Exercise requirements
An exact copy of every entry is needed here; the images stay out.

Input data
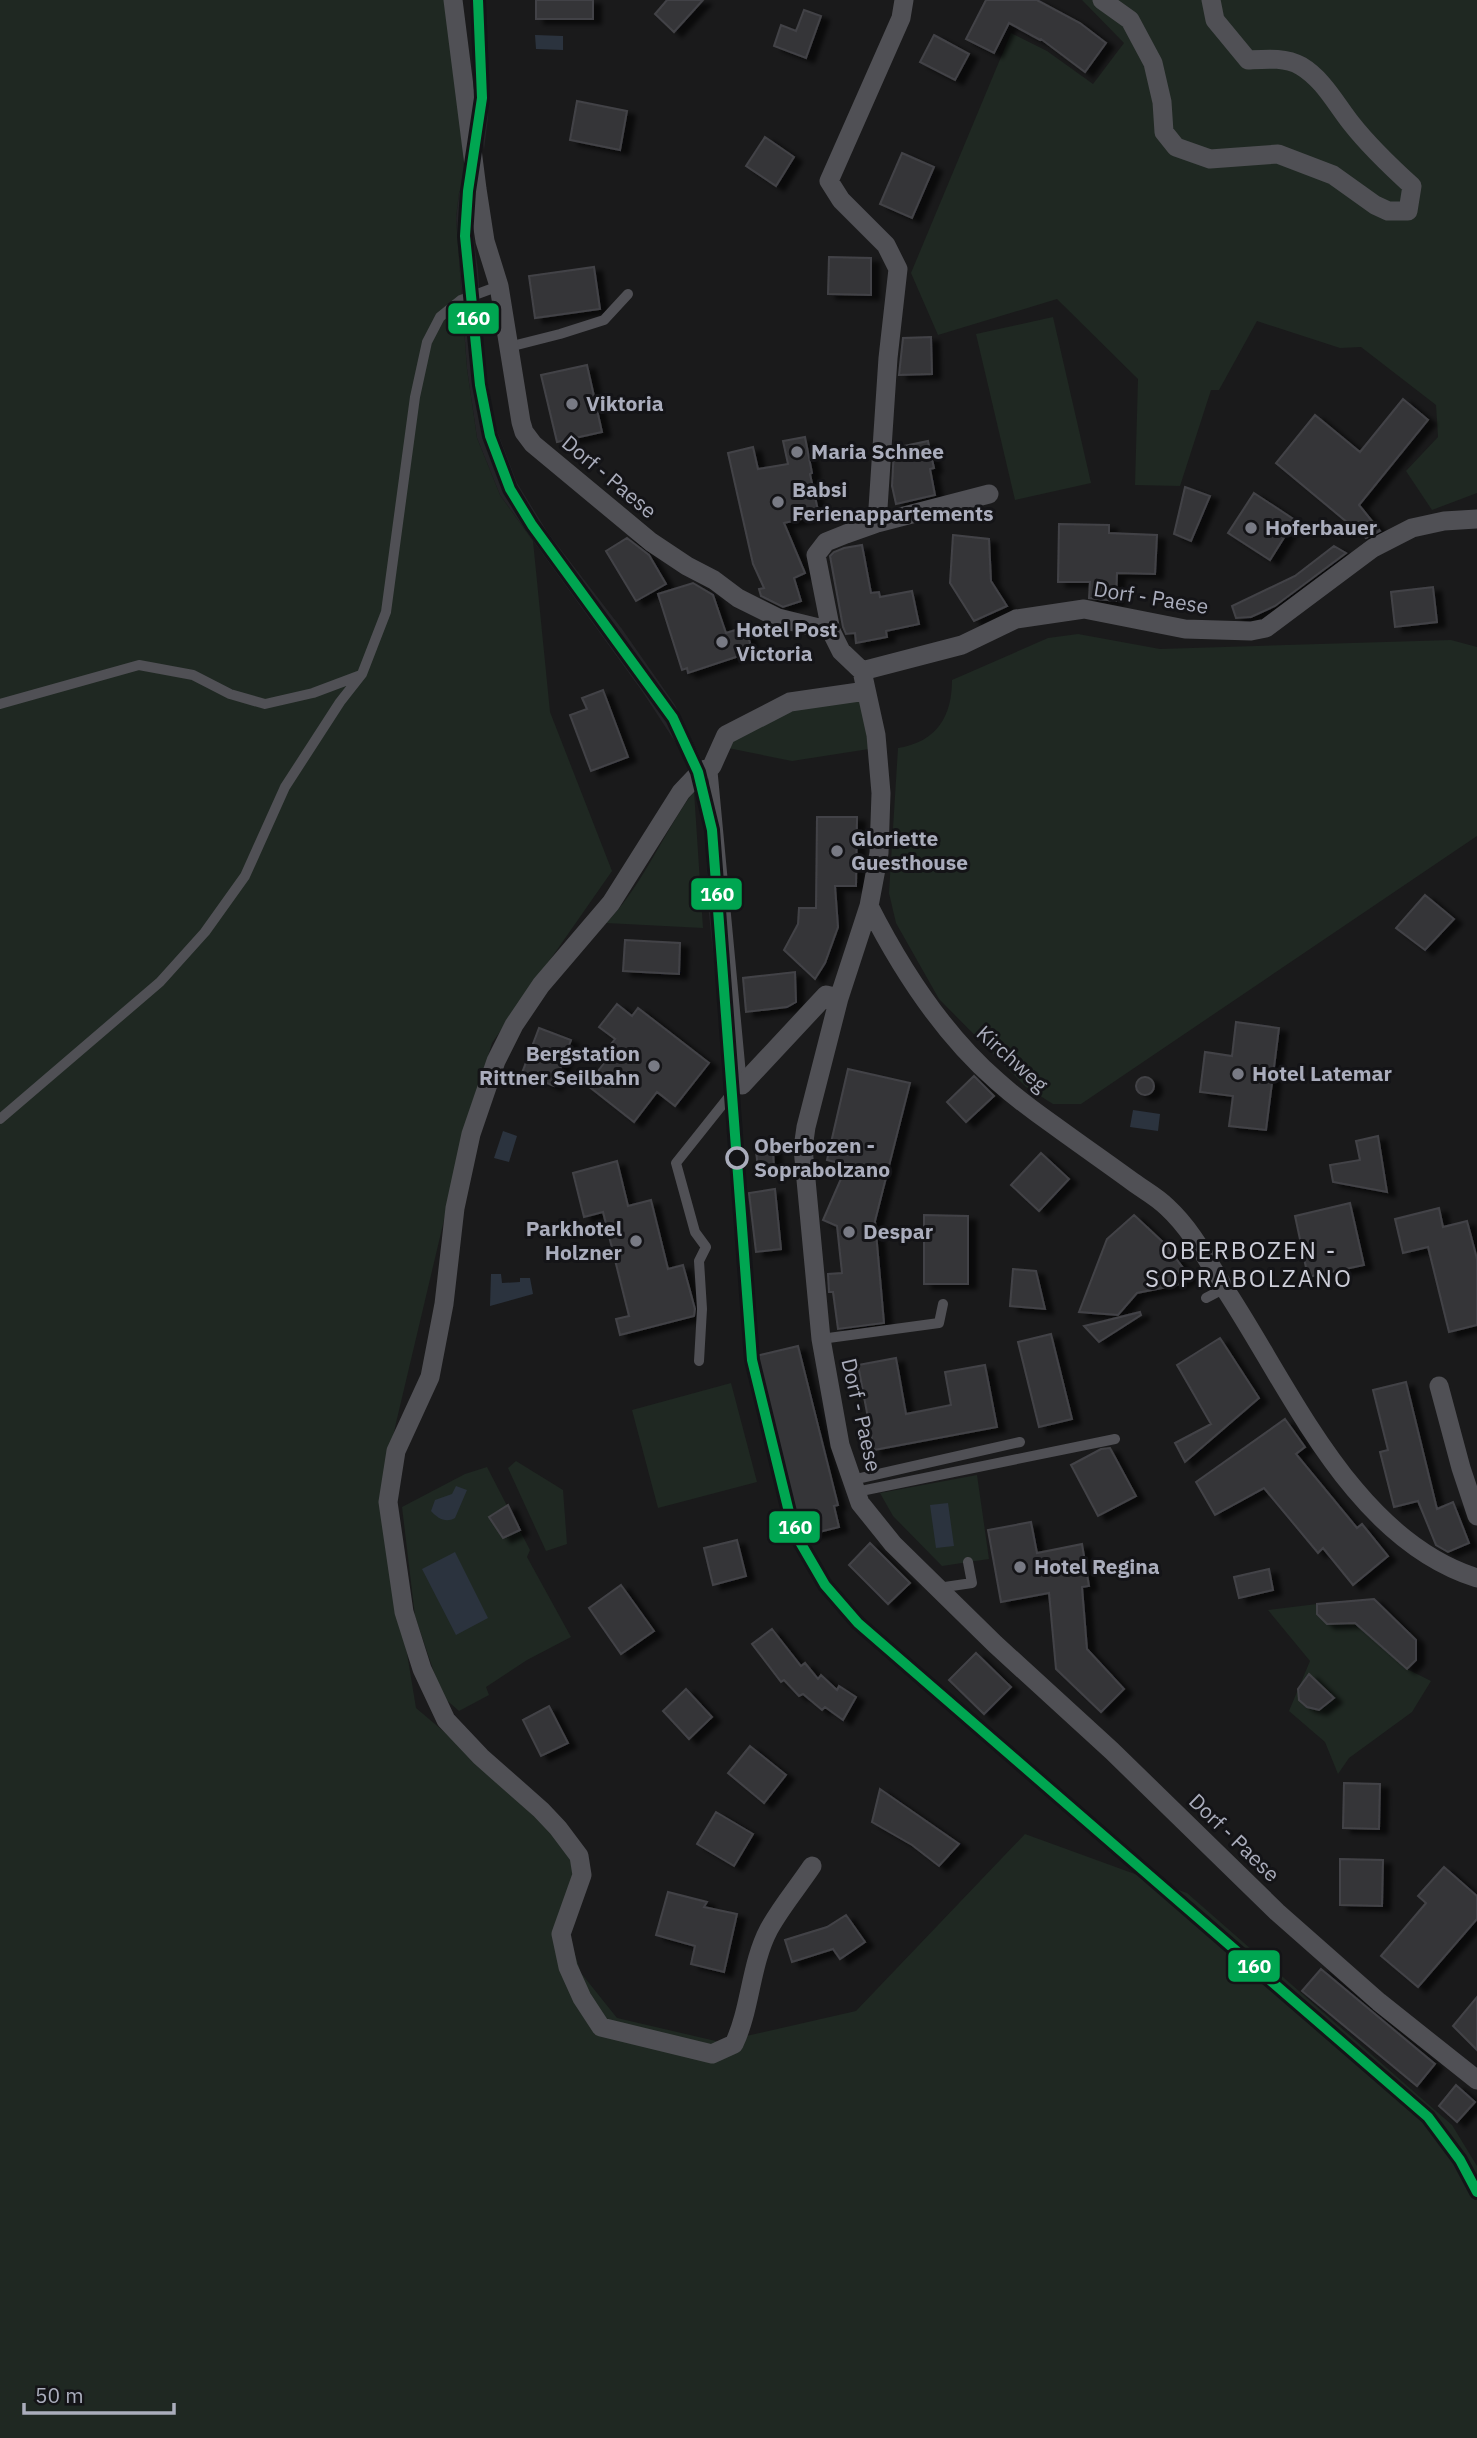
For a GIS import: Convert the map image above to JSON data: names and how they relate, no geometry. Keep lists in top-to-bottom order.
{
  "streets": {
    "street": ["Dorf - Paese", "Kirchweg"]
  },
  "crossings": [
    ["Dorf - Paese", "Kirchweg"]
  ],
  "districts": ["OBERBOZEN - SOPRABOLZANO"],
  "places": [
    "Viktoria",
    "Maria Schnee",
    "Babsi Ferienappartements",
    "Hoferbauer",
    "Hotel Post Victoria",
    "Gloriette Guesthouse",
    "Bergstation Rittner Seilbahn",
    "Hotel Latemar",
    "Oberbozen - Soprabolzano",
    "Despar",
    "Parkhotel Holzner",
    "Hotel Regina"
  ],
  "lines": ["transit line 160"],
  "scale_bar": "50 m"
}
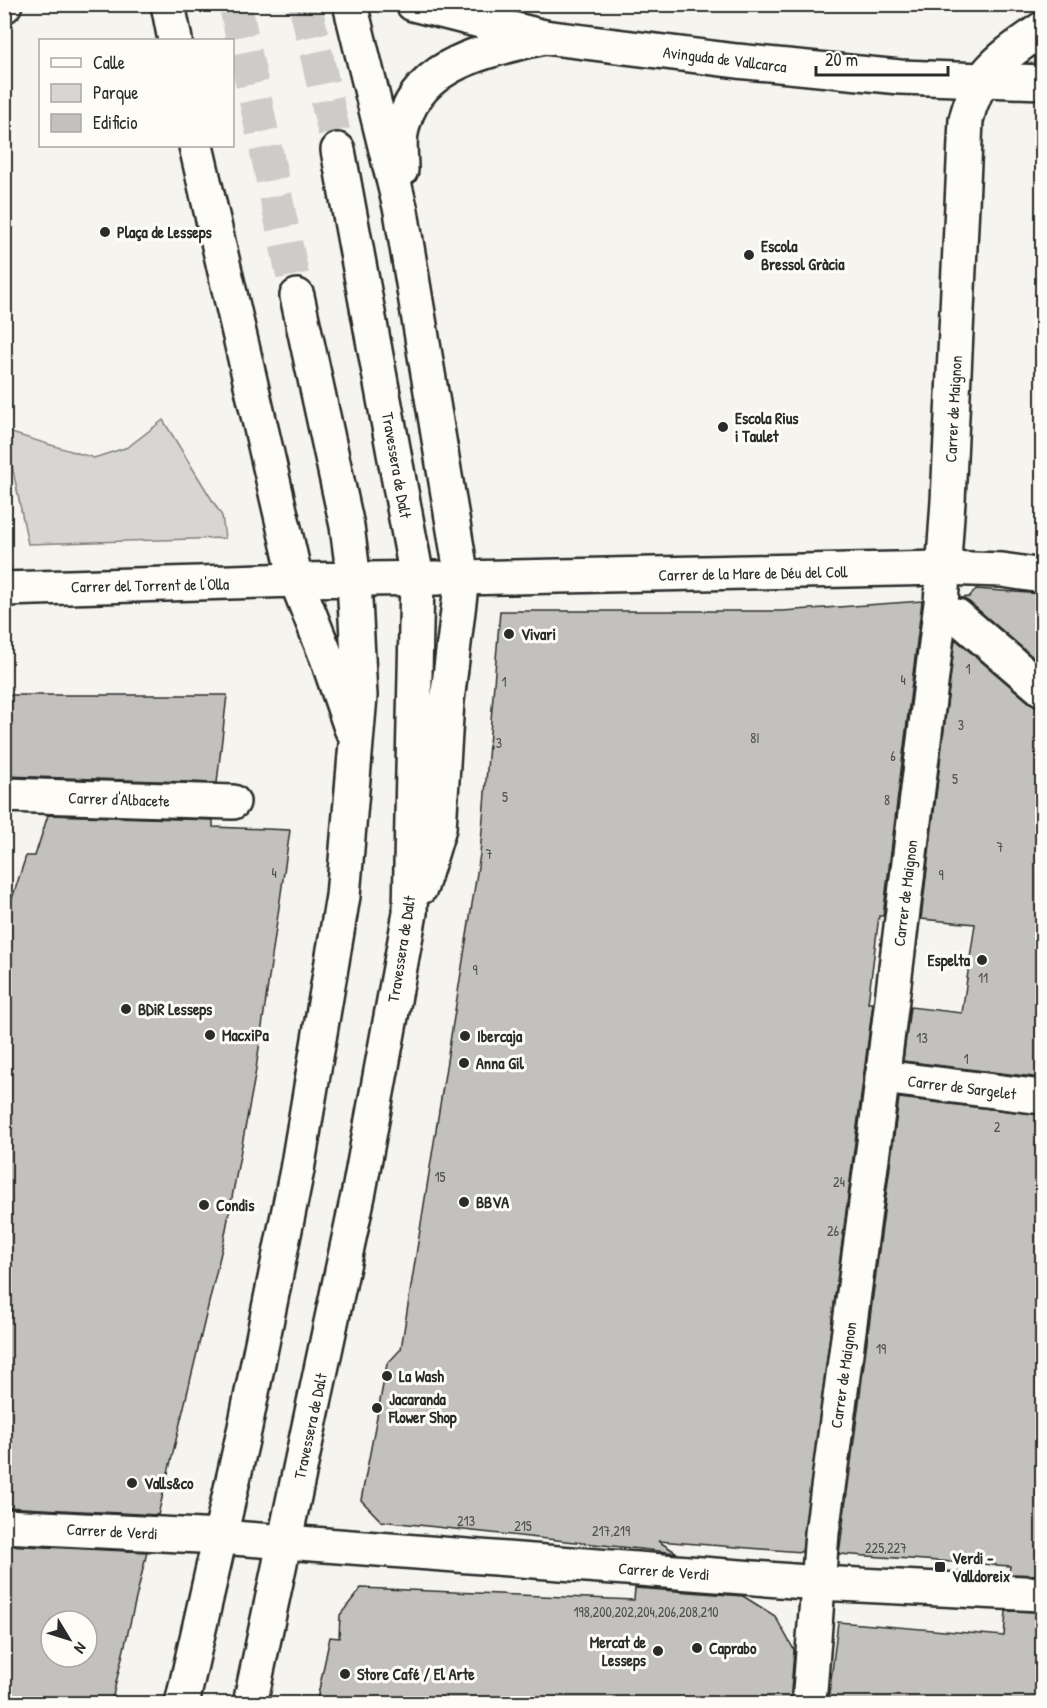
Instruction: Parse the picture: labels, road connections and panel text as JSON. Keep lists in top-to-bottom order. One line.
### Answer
{"streets":{"main road":["Avinguda de Vallcarca","Carrer de Maignon","Travessera de Dalt","Carrer de la Mare de Déu del Coll","Carrer del Torrent de l'Olla","Carrer d'Albacete","Carrer de Sargelet","Carrer de Verdi"]},"crossings":[["Avinguda de Vallcarca","Carrer de Maignon"],["Carrer de Maignon","Carrer de la Mare de Déu del Coll"],["Carrer de Maignon","Carrer de Sargelet"],["Carrer de Maignon","Carrer de Verdi"],["Travessera de Dalt","Carrer de la Mare de Déu del Coll"],["Travessera de Dalt","Carrer de Verdi"],["Carrer de la Mare de Déu del Coll","Carrer del Torrent de l'Olla"]],"places":{"other":["Plaça de Lesseps","Escola Bressol Gràcia","Escola Rius i Taulet","Vivari","Espelta","BDiR Lesseps","MacxiPa","Ibercaja","Anna Gil","BBVA","Condis","La Wash","Jacaranda Flower Shop","Valls&co","Caprabo","Mercat de Lesseps","Store Café / El Arte"],"transit":["Verdi - Valldoreix"]},"house_numbers":["1","4","1","3","8I","3","6","5","5","8","7","7","4","9","9","11","13","1","2","15","24","26","19","213","215","217,219","225,227","198,200,202,204,206,208,210"],"legend":["Calle","Parque","Edificio"],"scale_bar":"20 m","north":"bottom right"}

The completed task
For a GIS import: Convert the map image above to JSON data: names and how they relate, no geometry. Keep lists in top-to-bottom order.
{
  "streets": {
    "street": ["Dorf - Paese", "Kirchweg"]
  },
  "crossings": [
    ["Dorf - Paese", "Kirchweg"]
  ],
  "districts": ["OBERBOZEN - SOPRABOLZANO"],
  "places": [
    "Viktoria",
    "Maria Schnee",
    "Babsi Ferienappartements",
    "Hoferbauer",
    "Hotel Post Victoria",
    "Gloriette Guesthouse",
    "Bergstation Rittner Seilbahn",
    "Hotel Latemar",
    "Oberbozen - Soprabolzano",
    "Despar",
    "Parkhotel Holzner",
    "Hotel Regina"
  ],
  "lines": ["transit line 160"],
  "scale_bar": "50 m"
}
Instruction: Parse the picture: labels, road connections and panel text as JSON. Keep lists in top-to-bottom order. One line.
### Answer
{"streets":{"main road":["Avinguda de Vallcarca","Carrer de Maignon","Travessera de Dalt","Carrer de la Mare de Déu del Coll","Carrer del Torrent de l'Olla","Carrer d'Albacete","Carrer de Sargelet","Carrer de Verdi"]},"crossings":[["Avinguda de Vallcarca","Carrer de Maignon"],["Carrer de Maignon","Carrer de la Mare de Déu del Coll"],["Carrer de Maignon","Carrer de Sargelet"],["Carrer de Maignon","Carrer de Verdi"],["Travessera de Dalt","Carrer de la Mare de Déu del Coll"],["Travessera de Dalt","Carrer de Verdi"],["Carrer de la Mare de Déu del Coll","Carrer del Torrent de l'Olla"]],"places":{"other":["Plaça de Lesseps","Escola Bressol Gràcia","Escola Rius i Taulet","Vivari","Espelta","BDiR Lesseps","MacxiPa","Ibercaja","Anna Gil","BBVA","Condis","La Wash","Jacaranda Flower Shop","Valls&co","Caprabo","Mercat de Lesseps","Store Café / El Arte"],"transit":["Verdi - Valldoreix"]},"house_numbers":["1","4","1","3","8I","3","6","5","5","8","7","7","4","9","9","11","13","1","2","15","24","26","19","213","215","217,219","225,227","198,200,202,204,206,208,210"],"legend":["Calle","Parque","Edificio"],"scale_bar":"20 m","north":"bottom right"}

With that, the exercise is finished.